→ ABOUT THIS EXERCISE:
From the entries, copy each line that includes "interface".

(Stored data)
════
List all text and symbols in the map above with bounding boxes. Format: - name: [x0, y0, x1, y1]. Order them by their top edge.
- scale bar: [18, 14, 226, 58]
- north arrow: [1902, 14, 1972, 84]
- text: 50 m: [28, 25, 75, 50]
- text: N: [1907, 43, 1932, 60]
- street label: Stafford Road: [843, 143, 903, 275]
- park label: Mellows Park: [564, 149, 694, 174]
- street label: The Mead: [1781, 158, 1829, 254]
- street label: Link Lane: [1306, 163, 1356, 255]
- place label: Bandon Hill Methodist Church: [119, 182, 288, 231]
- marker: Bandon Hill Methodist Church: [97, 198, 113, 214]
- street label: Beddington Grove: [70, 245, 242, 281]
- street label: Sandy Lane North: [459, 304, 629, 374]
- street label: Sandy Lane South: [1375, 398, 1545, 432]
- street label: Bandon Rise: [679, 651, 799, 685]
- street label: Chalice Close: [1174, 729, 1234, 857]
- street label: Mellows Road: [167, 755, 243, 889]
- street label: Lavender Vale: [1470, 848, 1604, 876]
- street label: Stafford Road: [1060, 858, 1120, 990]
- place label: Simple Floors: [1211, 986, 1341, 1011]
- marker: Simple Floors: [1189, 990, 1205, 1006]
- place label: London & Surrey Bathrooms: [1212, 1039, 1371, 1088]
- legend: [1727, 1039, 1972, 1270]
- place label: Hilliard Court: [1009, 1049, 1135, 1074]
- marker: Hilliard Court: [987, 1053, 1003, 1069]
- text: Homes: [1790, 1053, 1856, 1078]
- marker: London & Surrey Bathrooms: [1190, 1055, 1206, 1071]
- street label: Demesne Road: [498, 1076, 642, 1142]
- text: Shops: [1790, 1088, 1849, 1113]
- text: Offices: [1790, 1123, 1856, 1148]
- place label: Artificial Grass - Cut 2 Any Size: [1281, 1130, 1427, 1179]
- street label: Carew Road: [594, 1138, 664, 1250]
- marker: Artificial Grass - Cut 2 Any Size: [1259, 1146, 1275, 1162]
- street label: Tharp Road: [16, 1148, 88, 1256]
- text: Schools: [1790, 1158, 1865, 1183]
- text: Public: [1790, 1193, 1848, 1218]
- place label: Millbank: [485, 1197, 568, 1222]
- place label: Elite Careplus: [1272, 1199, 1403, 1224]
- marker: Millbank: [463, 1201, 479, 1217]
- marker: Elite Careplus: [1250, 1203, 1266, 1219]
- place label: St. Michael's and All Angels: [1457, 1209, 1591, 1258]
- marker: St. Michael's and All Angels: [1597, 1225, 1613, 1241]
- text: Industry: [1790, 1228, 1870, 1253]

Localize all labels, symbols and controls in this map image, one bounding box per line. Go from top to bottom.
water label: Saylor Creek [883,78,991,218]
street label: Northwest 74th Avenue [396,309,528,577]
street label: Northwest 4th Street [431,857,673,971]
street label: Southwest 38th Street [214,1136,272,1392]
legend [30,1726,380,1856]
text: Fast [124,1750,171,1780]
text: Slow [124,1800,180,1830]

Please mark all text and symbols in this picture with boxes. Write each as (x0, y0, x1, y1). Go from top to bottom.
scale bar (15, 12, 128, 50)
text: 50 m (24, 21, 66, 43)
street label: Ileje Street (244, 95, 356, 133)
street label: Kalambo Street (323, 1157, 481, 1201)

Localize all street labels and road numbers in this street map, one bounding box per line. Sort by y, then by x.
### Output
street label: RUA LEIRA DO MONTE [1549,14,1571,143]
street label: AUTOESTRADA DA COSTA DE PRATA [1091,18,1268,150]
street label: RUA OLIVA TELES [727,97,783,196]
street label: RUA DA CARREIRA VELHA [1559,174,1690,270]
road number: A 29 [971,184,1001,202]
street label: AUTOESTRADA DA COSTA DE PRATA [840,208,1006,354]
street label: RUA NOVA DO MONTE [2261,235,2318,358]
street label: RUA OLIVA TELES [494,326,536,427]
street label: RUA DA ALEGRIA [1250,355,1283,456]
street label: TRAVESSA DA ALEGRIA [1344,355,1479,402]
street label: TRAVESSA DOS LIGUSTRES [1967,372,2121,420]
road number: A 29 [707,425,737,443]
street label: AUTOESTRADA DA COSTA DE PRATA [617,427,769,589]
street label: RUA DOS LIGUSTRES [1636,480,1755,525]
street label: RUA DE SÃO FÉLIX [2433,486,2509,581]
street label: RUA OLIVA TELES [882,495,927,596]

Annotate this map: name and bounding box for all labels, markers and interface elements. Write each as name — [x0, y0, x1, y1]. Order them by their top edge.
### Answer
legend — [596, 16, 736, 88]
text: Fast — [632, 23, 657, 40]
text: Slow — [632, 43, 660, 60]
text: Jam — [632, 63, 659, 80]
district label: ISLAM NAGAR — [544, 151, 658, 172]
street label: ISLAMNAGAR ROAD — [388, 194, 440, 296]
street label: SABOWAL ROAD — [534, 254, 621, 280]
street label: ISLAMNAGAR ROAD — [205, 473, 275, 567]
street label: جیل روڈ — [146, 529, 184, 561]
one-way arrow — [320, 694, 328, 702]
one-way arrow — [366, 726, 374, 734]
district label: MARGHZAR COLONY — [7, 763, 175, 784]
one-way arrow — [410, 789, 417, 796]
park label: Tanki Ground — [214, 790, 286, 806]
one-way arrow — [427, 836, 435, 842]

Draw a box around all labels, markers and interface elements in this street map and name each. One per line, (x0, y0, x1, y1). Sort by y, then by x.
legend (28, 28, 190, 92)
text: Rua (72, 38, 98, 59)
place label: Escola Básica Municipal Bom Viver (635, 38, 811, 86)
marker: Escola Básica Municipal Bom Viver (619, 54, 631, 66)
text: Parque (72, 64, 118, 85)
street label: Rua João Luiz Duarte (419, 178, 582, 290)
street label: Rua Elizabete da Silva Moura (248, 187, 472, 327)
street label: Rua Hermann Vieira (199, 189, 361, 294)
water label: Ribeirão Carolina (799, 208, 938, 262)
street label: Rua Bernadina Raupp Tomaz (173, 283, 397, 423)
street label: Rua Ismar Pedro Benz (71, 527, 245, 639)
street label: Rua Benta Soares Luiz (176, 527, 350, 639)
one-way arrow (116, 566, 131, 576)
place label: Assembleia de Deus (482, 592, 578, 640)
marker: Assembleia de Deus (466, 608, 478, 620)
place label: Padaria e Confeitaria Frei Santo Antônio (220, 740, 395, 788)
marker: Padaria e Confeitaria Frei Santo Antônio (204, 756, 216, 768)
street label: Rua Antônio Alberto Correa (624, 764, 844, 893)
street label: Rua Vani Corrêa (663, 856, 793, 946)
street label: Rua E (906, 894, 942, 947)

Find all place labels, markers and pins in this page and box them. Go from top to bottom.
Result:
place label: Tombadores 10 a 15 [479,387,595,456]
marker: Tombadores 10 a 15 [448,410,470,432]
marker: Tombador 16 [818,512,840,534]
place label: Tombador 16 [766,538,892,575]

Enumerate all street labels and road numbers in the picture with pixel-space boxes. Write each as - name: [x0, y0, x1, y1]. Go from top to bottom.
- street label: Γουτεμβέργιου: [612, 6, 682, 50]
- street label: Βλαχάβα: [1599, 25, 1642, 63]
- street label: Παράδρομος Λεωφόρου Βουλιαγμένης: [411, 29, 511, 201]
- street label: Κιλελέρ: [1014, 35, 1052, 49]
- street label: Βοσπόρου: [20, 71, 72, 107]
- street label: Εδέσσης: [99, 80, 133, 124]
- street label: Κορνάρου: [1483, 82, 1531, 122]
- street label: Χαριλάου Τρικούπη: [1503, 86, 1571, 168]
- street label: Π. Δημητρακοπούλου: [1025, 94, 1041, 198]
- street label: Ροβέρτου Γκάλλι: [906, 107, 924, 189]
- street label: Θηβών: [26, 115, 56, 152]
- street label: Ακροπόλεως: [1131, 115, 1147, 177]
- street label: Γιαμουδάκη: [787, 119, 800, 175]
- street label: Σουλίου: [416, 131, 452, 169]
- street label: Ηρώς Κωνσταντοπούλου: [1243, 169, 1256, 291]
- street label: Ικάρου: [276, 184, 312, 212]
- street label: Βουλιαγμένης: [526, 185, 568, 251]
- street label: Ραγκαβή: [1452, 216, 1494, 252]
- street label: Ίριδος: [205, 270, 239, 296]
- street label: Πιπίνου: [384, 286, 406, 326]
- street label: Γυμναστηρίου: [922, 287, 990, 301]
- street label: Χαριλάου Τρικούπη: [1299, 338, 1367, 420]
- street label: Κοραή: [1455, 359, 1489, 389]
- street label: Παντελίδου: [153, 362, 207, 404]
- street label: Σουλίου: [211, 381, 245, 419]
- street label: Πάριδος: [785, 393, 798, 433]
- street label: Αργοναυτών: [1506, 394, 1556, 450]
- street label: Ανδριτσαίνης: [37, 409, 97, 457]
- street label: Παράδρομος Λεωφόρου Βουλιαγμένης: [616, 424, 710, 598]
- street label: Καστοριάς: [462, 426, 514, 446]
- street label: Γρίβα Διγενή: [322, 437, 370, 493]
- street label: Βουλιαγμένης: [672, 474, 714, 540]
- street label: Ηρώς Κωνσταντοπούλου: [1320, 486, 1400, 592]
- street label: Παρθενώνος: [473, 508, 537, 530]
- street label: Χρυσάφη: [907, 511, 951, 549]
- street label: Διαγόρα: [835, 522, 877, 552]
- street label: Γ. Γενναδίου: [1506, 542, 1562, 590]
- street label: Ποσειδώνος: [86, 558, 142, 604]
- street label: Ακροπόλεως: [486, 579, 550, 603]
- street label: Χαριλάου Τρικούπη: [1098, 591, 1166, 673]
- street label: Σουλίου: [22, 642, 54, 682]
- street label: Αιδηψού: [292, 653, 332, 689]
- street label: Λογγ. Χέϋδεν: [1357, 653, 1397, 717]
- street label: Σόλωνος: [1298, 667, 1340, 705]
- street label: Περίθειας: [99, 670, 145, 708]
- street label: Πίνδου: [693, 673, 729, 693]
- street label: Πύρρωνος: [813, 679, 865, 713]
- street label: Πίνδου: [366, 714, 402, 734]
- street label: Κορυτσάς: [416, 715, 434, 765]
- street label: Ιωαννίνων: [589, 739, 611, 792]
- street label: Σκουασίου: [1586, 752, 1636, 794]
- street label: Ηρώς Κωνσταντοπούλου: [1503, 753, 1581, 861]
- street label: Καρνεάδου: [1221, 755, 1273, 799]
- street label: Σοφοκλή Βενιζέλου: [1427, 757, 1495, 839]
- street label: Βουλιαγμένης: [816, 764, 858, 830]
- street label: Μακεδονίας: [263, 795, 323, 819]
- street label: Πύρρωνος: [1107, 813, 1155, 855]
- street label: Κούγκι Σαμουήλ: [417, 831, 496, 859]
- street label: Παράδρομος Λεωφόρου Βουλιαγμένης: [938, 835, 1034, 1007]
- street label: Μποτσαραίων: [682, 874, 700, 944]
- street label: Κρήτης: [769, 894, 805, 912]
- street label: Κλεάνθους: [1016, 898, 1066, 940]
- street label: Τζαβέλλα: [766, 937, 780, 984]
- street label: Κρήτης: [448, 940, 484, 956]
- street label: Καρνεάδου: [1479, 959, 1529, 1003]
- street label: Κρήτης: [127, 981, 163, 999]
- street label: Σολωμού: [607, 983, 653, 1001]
════
→ EXERCISE RESULT:
Annotate this map: name and bounding box for all labels, markers and interface elements. Write each as name — [x0, y0, x1, y1]. Order them by their top edge.
Draw a box around all labels, markers and interface elements in this street map and name each. One per line, (x0, y0, x1, y1). Sort by y, then by x.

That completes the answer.